Data shown:

>>

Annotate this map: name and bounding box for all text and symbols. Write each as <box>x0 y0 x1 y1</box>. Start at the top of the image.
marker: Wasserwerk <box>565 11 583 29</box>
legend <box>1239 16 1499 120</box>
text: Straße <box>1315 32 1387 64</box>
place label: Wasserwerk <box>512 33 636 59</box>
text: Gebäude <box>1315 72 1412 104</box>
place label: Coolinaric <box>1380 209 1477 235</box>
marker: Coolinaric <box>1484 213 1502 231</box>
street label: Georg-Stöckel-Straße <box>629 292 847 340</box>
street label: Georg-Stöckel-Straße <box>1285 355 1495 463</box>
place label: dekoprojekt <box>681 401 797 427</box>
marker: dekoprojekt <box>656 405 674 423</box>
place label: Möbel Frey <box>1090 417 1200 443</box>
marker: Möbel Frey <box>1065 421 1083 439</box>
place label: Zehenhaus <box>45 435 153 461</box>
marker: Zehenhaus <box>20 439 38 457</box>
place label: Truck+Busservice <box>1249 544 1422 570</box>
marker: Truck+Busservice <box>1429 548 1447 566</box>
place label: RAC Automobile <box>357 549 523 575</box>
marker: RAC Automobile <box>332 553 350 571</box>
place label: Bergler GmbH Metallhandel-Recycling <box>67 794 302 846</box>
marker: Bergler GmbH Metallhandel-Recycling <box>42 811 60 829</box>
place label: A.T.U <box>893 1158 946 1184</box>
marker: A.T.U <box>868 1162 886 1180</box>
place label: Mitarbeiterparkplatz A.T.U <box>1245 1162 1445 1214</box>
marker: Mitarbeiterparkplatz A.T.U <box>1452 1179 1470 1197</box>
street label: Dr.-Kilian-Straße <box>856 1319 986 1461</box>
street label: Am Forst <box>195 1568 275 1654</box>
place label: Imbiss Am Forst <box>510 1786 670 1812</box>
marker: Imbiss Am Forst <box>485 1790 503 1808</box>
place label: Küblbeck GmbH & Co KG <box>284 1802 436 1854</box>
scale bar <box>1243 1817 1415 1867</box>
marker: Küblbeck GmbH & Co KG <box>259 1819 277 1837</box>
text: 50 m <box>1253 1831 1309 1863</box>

<<

Say the number of lines in the entries that have the string "Straße", and only that.

Response:
4